==== SOURCE MATERIAL

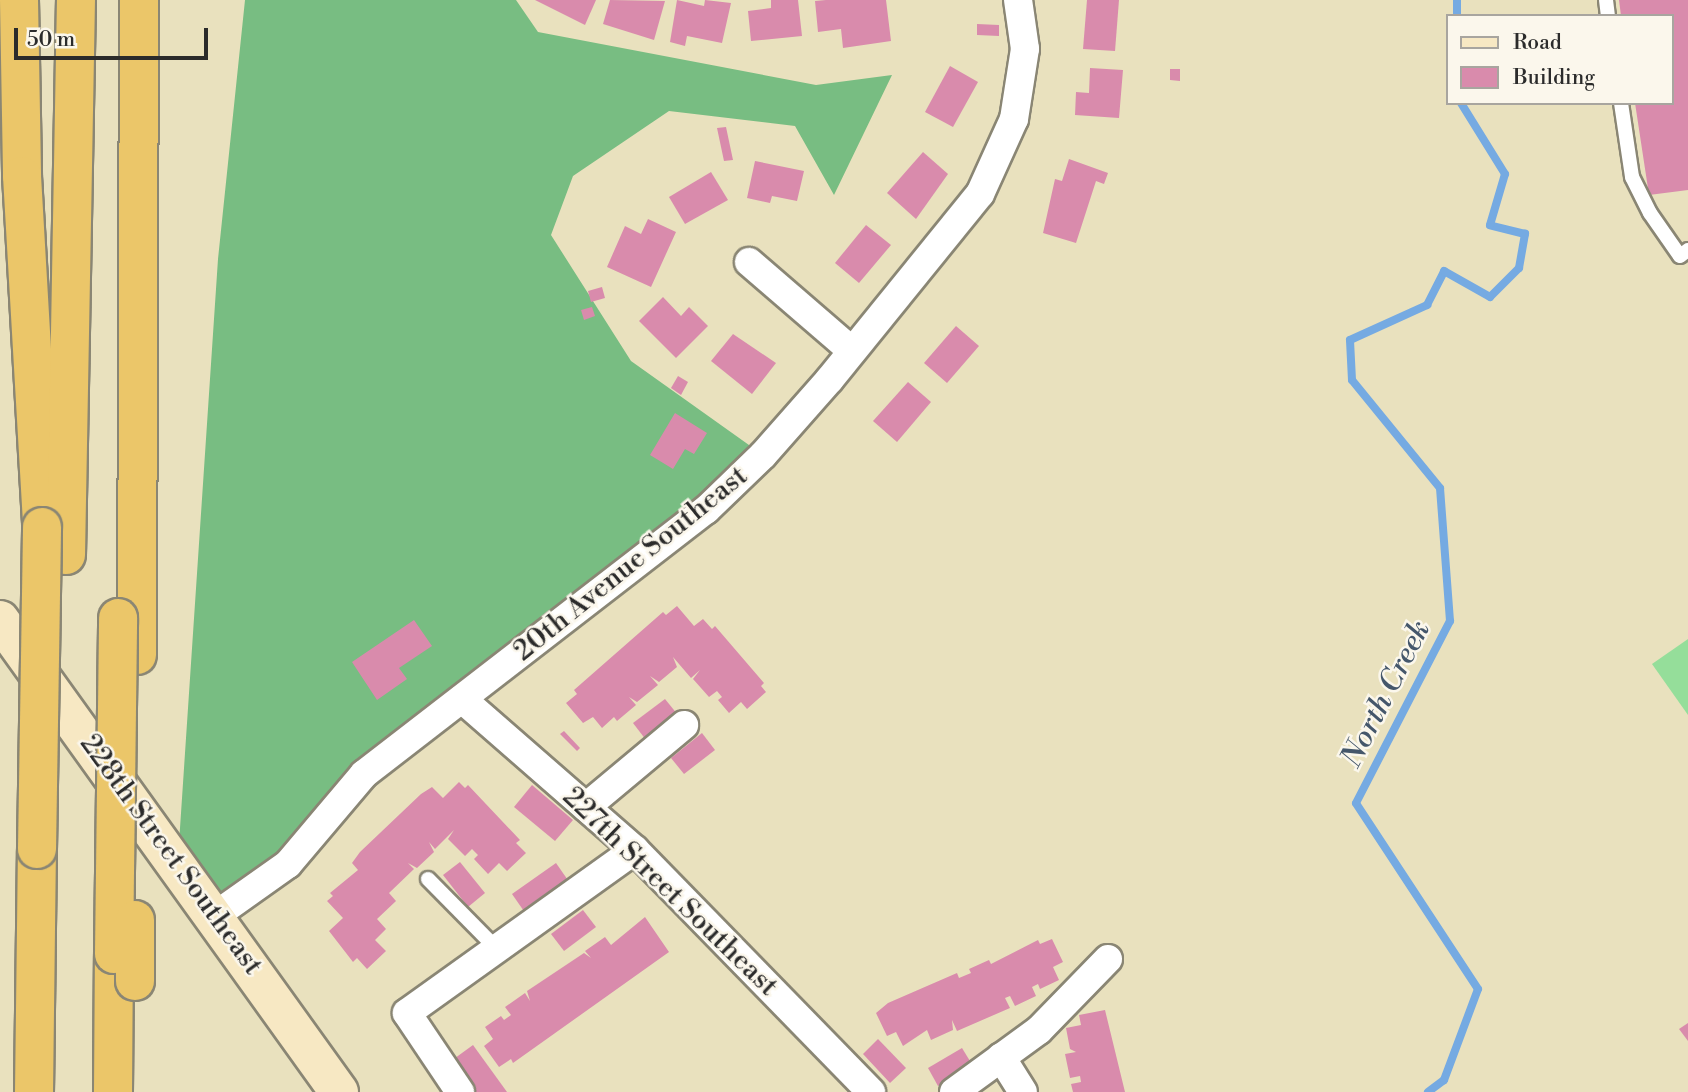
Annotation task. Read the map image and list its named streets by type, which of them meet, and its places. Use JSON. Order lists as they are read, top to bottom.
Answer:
{
  "streets": {
    "main road": ["228th Street Southeast"],
    "street": ["20th Avenue Southeast", "227th Street Southeast"]
  },
  "crossings": [
    ["20th Avenue Southeast", "228th Street Southeast"],
    ["20th Avenue Southeast", "227th Street Southeast"]
  ],
  "water": ["North Creek"],
  "legend": ["Road", "Building"],
  "scale_bar": "50 m"
}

========

> BRIEF: Please print out the entries above exactly. The pictures stay out.

> SOLUTION TO THIS EXERCISE:
Annotation task. Read the map image and list its named streets by type, which of them meet, and its places. Use JSON. Order lists as they are read, top to bottom.
Answer:
{
  "streets": {
    "main road": ["228th Street Southeast"],
    "street": ["20th Avenue Southeast", "227th Street Southeast"]
  },
  "crossings": [
    ["20th Avenue Southeast", "228th Street Southeast"],
    ["20th Avenue Southeast", "227th Street Southeast"]
  ],
  "water": ["North Creek"],
  "legend": ["Road", "Building"],
  "scale_bar": "50 m"
}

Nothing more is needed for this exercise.